G1 Climax 2023 Grup Aşaması Değerlendirmesi(21 Eylül 2023)


Michael_Falcon

PG.com Kullanıcısı
Katılım
6 Ara 2023
Konular
10
Mesajlar
11
Beğeni sayısı
15
PG Nakit
0
G1 CLIMAX TIER LIST.png

G1 Climax 2023 Grup Aşaması Değerlendirmesi

Yapılan değerlendirmeler yalnızca güreşçilerin gösterdikleri performansla alakalıdır.

Güreşçilerin değerlendirilme sıraları grup aşamasında topladıkları puanlara göredir.

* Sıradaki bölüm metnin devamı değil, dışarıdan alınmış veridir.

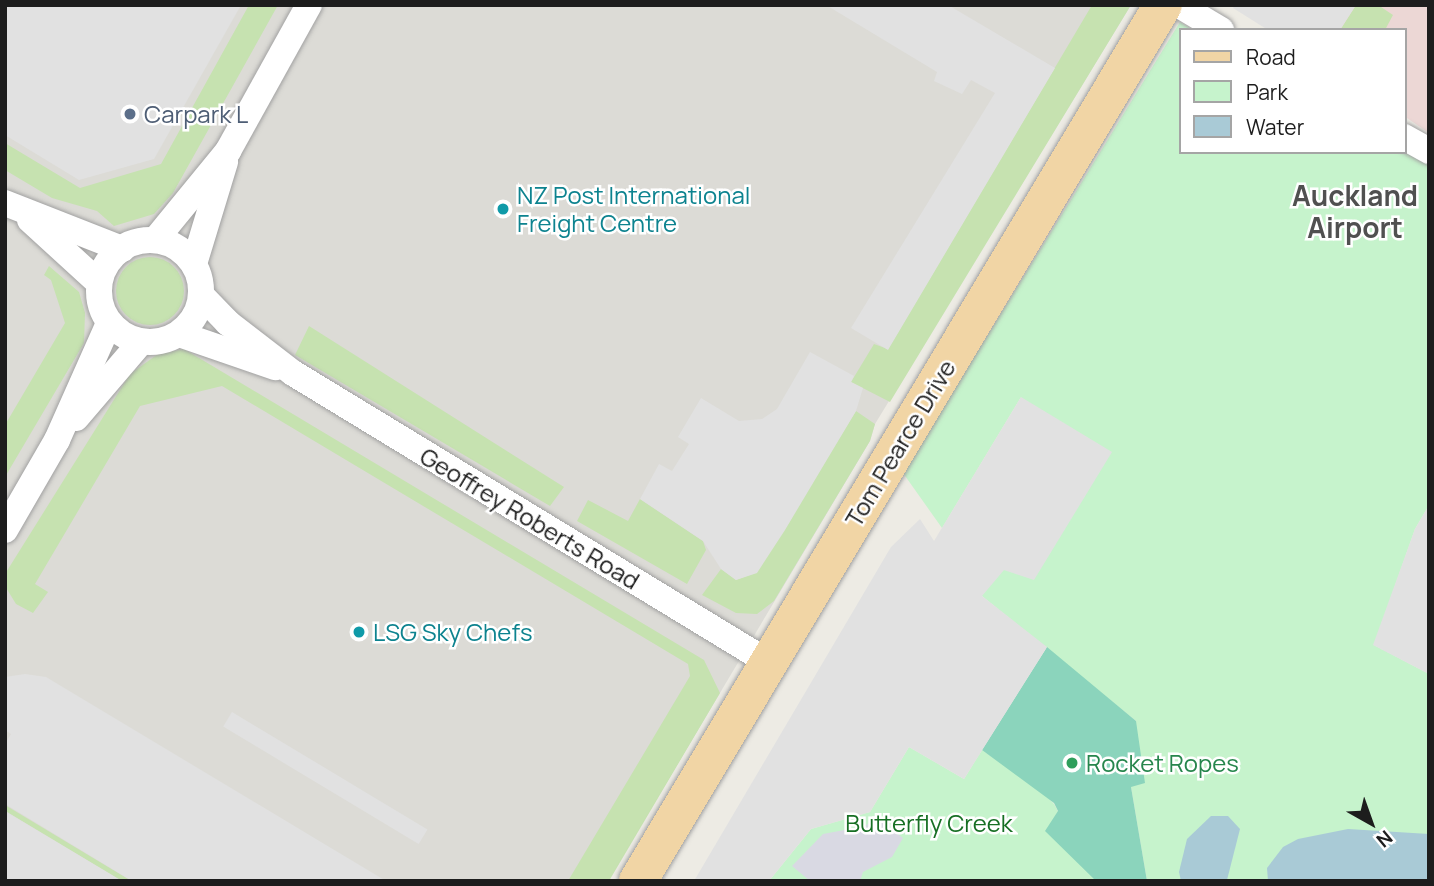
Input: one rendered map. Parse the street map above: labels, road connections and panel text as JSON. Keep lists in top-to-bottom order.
{
  "streets": {
    "main road": ["Tom Pearce Drive"],
    "street": ["Geoffrey Roberts Road"]
  },
  "crossings": [
    ["Tom Pearce Drive", "Geoffrey Roberts Road"]
  ],
  "districts": ["Auckland Airport"],
  "parks": ["Butterfly Creek"],
  "places": [
    "Carpark L",
    "NZ Post International Freight Centre",
    "LSG Sky Chefs",
    "Rocket Ropes"
  ],
  "legend": ["Road", "Park", "Water"],
  "north": "bottom right"
}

All Elite Wrestling şirketinin sürpriz katılımcısı: Eddie Kingston

Pro Wrestling NOAH şirketinin sürpriz katılımcısı: Kaito Kiyomiya

-

A BLOĞU

Chase Owens: Hantallığının yanı sıra isteksiz güreşirmiş gibi hareketleri yavaş ve etkisiz yapması takip etmesi sıkıcı hale soktu kendisini. Bir de oturmuş bir hareket setinin olmaması kervan yolda düzülür mantığıyla güreşme düzeni kuruyormuş gibi hissettirdi. Tamamen rastgele güreşiyor gibi geldi. Turnuvada fazla bir şey göstermedi.

Gabe Kidd: Felaket bir turnuva başlangıcıydı. Hiçbir şey vaat etmiyordu ve benzer karşılaşma düzeni yüzünden sürekli kısa ve etkisiz karşılaşmalar çıkartacağını zannediyorum fakat sonrasında oldukça mücadeleci kaldığını söylemek lazım. Hatta gereksiz üstünlük sağladığı yerler bile olduğunu söyleyebiliriz. Hareket seti olarak kıt ve tekdüze kaldı.

Shota Umino: Yine güzel performans gösteren güreşçilerden birisi. Ana sorunu ham olması. İzlerken bunu görebiliyorsunuz. Her bir hareketi yaptıktan sonra araya sayısız diz veya dirsek darbesi sıkıştırmaya çalışarak tempoyu korumaya çalışması tarzı acemilikleri görülüyor. Orta çeşitlilikteki ve görece etkili diyebileceğimiz hareket setini verimli kullandı. Aslında teoride etkili olan hareket seti demek istiyorum çünkü uygulamada karşılık gördüğünde hareket setini esnetip başka yönlere çekebilme konusunda sınıfta kaldı. Ancak iyi niyetli ve kendini geliştirmeye yönelik ilerliyor.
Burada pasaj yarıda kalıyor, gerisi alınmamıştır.